Your opinion can very well (and likely will) differ, but if I want Mad Max by any other name, I’ll play something fitted to that theme. If I play D&D and especially D&D 4, I’ll want to save the village, save the land, save the world. And that idea completely defies the concept of Dark Sun, doesn’t it? It’s not about fixing Athas. (though I would maybe … be tempted to create a group of outsiders, who come from a different world, encounter Dark Sun and go to fix it. But even then I’d probably not let them stay on Athas all the time. Desert, rock desert, sand desert, more desert and … desert … does get boring over the course of 30 levels.)
rollenspiel
August 17, 2010
By the way: This idea of “fixing it” is a problem I ahve with most darker settings. I look at them and instinctively think: That’s cool, but how would I go at fixing it? I’ve encountered it with Vampire, Exalted, with the Midnight Campaign Setting or with Warhammer. My biggest problem with all these settings is: While they are cool, they always look like they present a very specific point in the timestream of such a world. This point is chosen to create a sense of overwhelming danger no matter where you go, what you do. The best you can (should be able to) do is delay the inevitable. These settings are all on the verge of a paradigm shift: Normal people can only just survive, but the shift will come. That’s what makes these settings so dark and overwhelming and (IMHO) pointless. The shift WILL come and all will be lost. So why bother?
newbiedm
August 17, 2010
I’m by no means a Dark Sun expert, but I believe that if you wanted to create a campaign where the “end game” is to fix Athas, it is entirely possible.

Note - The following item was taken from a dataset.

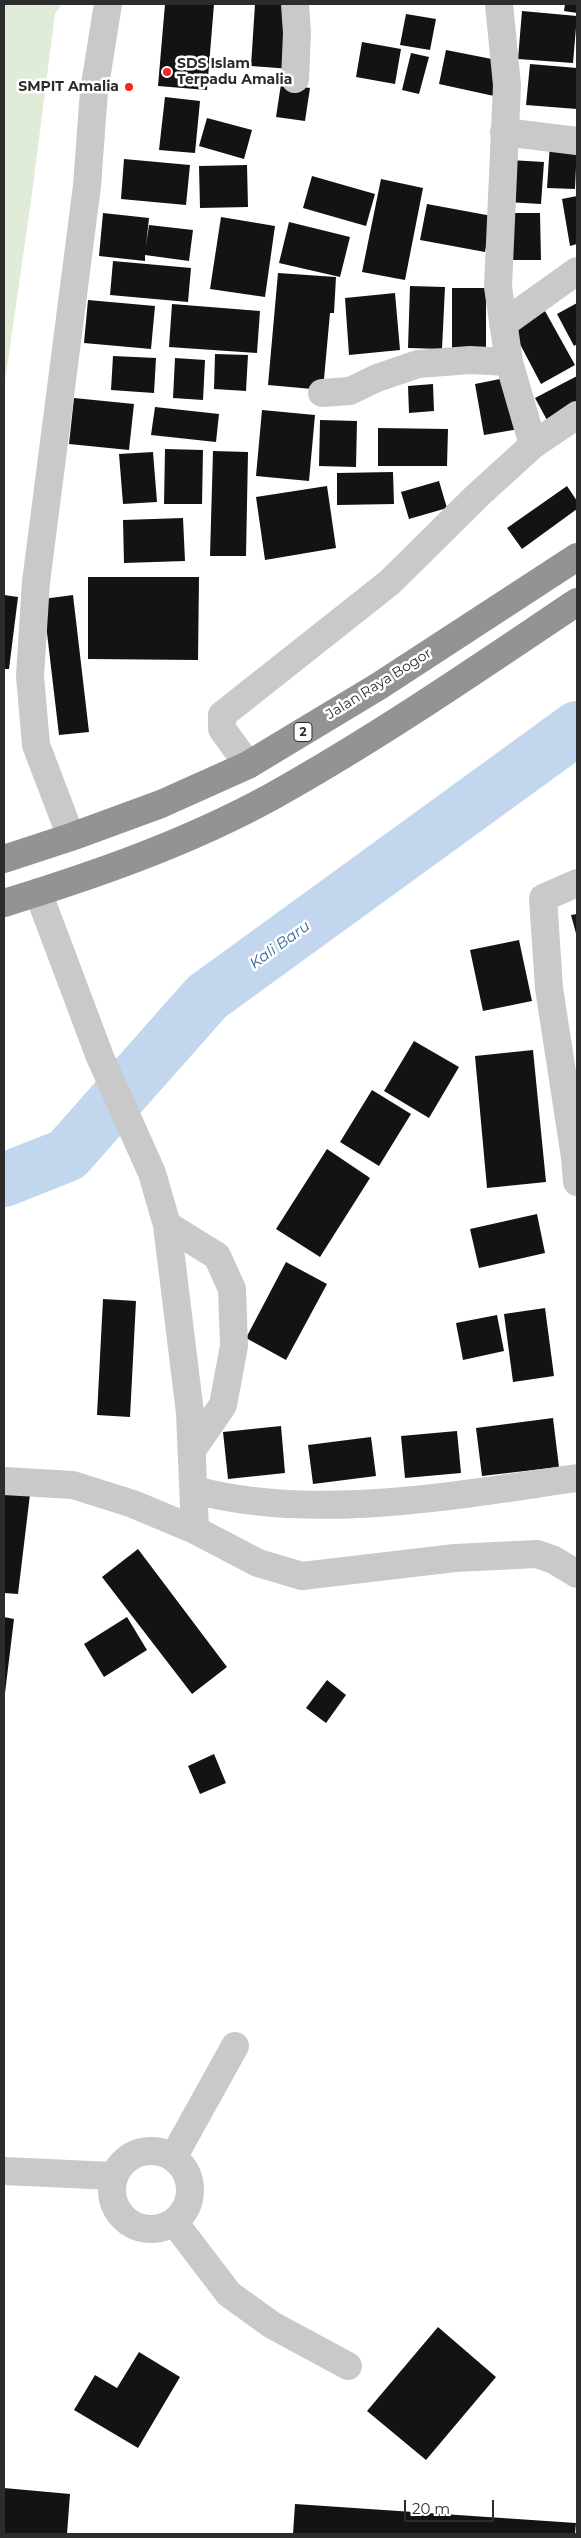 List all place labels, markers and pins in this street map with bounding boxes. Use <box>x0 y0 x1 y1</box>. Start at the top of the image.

The book hints at the planet once being lush and green, and arcane magic causing it to become the desert it is… so I guess a campaign leading towards restoring Athas wouldn’t be far fetched…
rollenspiel
August 17, 2010
Of course not. But that’s hardly the point of the world. It’s like you’d make defeating Cthullhu the point of a Call of Cthullhu game.
Josh
August 18, 2010
My biggest reason for being a fan and promoter of Dark Sun and Athas is because they actually do twist the perceptions and expectations of normal D&D and turn them on their heads… oh.. your dwarf is bald?.. your halfling is a cannibal? .. your wizard is chased out of town by an angry mob and has to figure out how to survive being eaten by giant psychically gifted bugs in the desert and every (almost every) city you visited is ruled by a corrupted nightmare inducing sorcerer king?… cool!!!
It is a great change of pace.. if you are thoroughly enjoying your current D&D, Forgotten Realms, Eberon, or homebrew game then don’t drop that and pick up Athas just for the sake of helping WoTC sell some books.. but if you are looking for something different and darker than your average swords and sorcery game (and don’t play White Wolfs range of games) then maybe this is worth a try.
Also, I did thoroughly enjoy the Prism Pentad books and all the 2nd Edition Dark Sun adventures and sourcebooks that came out back in the 90’s (and that I still have!) that I definitely have a nystalgia for Dark Sun. But to each their own and if all Dark Sun does is give you a better desert or better wilderness survival rules for your own games, then have at it!
Josh
Alphastream
August 26, 2010
Great article for new players. I covered some intro aspects in my blog, and my latest is on the types of campaigns that DMs may want to run. Feedback from the newbie crowd is appreciated. http://bit.ly/DS_Campaign
Calpir8
January 30, 2011
I played the first Dark Sun campaigns and thought it was a hoot. It took a couple of characters each before the group figured out that Athas WILL kill you and we played accordingly. The character races seem to just inhabit the world setting as food for the monsters. (Think Monty Python and “Run away! Run away!”) 🙂
Have fun!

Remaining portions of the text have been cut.